Exercise: Look through the listing for the string "Instruction" and copy out every line that holds it.

Source material:

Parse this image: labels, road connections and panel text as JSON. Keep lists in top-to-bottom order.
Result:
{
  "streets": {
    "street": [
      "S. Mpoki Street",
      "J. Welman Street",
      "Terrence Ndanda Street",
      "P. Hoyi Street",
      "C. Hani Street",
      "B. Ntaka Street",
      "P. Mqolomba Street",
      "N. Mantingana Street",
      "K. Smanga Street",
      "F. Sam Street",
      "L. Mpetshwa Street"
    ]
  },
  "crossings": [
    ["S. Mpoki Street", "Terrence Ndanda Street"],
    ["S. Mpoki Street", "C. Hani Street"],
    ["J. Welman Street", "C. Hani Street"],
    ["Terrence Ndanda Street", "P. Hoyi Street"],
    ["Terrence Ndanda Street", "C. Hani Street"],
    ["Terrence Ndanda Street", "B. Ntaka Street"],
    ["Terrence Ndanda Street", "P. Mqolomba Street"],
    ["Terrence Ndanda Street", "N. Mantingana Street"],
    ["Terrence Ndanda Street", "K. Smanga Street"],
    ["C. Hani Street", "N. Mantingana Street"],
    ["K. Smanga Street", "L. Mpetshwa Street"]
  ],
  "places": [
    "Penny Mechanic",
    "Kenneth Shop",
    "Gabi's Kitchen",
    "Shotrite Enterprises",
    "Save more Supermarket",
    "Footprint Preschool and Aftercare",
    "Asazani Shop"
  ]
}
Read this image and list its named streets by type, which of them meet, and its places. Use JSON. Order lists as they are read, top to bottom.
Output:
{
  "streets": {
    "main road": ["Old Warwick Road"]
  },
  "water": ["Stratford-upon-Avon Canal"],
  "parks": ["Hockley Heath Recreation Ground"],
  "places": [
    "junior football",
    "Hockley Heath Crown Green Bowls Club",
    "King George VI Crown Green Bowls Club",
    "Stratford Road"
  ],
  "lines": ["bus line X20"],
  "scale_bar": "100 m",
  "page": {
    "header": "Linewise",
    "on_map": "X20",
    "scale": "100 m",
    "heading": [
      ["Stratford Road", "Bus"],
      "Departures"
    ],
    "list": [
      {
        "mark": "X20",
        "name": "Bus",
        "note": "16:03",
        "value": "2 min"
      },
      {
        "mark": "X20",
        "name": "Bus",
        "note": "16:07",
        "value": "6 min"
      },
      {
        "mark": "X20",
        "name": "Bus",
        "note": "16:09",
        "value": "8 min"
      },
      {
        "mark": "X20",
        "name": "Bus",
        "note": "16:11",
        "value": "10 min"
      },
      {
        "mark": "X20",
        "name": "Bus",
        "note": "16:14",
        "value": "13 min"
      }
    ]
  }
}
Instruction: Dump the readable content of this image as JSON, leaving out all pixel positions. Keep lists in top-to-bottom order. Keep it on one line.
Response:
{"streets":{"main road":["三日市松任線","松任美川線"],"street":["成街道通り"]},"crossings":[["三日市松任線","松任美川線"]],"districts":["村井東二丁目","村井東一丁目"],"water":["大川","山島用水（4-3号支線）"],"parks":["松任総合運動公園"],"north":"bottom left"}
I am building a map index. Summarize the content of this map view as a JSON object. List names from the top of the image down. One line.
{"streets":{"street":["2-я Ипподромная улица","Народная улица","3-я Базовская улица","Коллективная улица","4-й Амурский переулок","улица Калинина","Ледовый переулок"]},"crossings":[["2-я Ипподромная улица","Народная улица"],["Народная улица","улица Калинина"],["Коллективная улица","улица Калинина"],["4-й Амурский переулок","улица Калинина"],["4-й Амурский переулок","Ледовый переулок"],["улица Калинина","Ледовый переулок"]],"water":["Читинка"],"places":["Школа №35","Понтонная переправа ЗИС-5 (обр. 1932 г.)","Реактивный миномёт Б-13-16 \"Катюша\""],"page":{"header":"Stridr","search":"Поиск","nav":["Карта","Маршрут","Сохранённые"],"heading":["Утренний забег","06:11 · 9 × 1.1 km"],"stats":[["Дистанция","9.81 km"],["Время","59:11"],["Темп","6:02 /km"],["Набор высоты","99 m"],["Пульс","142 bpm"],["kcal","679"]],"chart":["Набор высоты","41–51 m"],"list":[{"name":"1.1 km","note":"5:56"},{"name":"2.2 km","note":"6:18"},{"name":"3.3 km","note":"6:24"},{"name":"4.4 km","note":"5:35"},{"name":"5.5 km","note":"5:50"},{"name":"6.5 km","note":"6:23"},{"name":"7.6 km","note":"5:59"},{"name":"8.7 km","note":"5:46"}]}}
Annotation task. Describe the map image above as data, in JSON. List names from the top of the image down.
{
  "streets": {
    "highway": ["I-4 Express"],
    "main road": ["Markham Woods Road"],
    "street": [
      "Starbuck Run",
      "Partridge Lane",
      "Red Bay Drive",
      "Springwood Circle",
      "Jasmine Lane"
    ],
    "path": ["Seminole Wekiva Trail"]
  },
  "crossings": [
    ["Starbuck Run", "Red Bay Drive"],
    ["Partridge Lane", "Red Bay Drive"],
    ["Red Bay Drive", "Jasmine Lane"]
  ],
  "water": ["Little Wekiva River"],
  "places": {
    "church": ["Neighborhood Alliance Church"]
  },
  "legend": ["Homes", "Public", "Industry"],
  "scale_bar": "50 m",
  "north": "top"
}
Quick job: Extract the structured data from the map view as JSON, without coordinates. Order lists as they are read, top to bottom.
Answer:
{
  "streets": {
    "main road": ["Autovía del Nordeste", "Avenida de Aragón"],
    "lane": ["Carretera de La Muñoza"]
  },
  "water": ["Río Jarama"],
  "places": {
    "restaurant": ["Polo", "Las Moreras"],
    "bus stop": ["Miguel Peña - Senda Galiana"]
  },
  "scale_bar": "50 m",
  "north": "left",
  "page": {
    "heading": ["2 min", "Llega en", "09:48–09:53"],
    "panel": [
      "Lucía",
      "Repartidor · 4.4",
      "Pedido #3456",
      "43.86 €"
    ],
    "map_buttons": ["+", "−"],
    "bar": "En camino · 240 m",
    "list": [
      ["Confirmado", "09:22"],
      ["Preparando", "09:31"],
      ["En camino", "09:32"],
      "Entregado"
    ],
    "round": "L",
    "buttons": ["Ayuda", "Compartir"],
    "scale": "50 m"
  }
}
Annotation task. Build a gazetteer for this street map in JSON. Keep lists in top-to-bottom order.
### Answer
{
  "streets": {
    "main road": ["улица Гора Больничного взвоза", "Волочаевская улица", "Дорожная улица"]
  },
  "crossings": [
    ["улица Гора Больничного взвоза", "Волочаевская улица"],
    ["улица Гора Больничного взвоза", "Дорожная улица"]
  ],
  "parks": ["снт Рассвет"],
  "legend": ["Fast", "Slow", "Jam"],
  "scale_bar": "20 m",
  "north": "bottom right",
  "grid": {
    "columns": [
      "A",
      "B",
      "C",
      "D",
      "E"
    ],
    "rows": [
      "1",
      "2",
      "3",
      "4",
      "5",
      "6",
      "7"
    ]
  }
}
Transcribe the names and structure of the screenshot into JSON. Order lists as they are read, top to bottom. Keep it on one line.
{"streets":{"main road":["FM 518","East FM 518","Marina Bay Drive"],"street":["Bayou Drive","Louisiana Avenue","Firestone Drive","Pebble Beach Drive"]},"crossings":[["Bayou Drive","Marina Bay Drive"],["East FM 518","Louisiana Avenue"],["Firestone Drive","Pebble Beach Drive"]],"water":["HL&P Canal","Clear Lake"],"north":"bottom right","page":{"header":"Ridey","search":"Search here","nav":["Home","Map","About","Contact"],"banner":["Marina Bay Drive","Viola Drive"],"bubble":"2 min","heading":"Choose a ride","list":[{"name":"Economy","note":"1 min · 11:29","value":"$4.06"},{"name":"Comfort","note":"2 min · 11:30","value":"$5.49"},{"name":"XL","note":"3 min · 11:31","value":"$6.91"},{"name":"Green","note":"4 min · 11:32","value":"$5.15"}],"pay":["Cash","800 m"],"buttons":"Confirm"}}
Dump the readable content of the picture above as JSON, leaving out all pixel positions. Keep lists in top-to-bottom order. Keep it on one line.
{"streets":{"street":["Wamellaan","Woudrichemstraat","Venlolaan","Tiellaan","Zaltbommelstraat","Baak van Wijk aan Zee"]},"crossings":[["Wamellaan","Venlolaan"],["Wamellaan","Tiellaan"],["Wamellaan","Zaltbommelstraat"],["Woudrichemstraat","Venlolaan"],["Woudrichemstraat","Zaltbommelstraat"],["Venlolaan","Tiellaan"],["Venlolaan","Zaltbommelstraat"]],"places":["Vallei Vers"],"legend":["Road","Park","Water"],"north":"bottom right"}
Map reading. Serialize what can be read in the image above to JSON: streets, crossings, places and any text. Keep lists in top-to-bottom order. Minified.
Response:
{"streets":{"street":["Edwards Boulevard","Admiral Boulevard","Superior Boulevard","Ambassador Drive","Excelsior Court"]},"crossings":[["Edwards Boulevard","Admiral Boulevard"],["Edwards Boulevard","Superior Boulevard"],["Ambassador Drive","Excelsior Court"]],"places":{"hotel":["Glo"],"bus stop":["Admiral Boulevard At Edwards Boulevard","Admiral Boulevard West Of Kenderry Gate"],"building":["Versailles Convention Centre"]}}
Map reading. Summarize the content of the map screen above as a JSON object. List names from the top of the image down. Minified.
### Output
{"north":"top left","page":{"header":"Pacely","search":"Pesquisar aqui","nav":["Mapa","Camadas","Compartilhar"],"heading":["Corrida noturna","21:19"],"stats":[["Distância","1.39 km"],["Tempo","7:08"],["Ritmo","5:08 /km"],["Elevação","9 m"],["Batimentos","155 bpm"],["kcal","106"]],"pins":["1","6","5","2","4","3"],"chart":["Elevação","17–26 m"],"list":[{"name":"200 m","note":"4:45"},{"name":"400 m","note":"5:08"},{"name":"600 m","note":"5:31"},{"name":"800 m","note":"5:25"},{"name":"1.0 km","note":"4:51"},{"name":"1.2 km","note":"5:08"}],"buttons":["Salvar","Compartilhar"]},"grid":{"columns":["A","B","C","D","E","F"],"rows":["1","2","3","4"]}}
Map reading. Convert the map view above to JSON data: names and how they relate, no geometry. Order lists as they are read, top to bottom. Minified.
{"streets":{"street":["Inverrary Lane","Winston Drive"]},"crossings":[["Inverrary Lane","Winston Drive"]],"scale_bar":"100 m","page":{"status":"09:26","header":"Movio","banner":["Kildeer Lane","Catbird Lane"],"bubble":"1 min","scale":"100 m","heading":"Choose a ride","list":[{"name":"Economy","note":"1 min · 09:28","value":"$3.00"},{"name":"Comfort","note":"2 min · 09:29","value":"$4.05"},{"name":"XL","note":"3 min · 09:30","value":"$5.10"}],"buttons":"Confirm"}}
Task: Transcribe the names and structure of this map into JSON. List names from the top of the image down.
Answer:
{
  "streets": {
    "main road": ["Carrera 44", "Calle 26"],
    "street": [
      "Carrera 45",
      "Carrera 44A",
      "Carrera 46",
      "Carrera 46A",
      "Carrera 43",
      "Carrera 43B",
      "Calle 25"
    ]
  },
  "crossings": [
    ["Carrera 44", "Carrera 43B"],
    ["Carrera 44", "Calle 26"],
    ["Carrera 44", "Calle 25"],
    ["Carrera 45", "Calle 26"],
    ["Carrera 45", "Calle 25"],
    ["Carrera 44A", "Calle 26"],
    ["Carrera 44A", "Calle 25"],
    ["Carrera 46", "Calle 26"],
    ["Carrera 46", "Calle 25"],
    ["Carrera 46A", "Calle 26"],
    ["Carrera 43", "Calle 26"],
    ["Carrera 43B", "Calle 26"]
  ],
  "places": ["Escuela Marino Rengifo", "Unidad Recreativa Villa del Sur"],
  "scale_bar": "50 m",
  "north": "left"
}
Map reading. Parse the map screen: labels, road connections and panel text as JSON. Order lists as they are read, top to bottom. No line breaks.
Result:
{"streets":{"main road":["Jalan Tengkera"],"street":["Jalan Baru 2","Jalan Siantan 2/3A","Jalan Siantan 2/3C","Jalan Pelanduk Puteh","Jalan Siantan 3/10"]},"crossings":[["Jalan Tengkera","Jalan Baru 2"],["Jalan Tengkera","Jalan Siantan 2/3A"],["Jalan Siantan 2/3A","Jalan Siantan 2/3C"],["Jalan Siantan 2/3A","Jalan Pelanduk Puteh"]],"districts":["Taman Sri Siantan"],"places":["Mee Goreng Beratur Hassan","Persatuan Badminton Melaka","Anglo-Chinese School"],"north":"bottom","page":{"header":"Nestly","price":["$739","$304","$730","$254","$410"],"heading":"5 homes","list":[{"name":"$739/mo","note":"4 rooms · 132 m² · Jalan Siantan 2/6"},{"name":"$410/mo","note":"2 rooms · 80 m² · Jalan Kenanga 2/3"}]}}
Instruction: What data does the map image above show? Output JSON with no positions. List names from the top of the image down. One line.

Result:
Instruction: Dump the readable content of this image as JSON, leaving out all pixel positions. Keep lists in top-to-bottom order. Keep it on one line.
Instruction: What data does the map image above show? Output JSON with no positions. List names from the top of the image down. One line.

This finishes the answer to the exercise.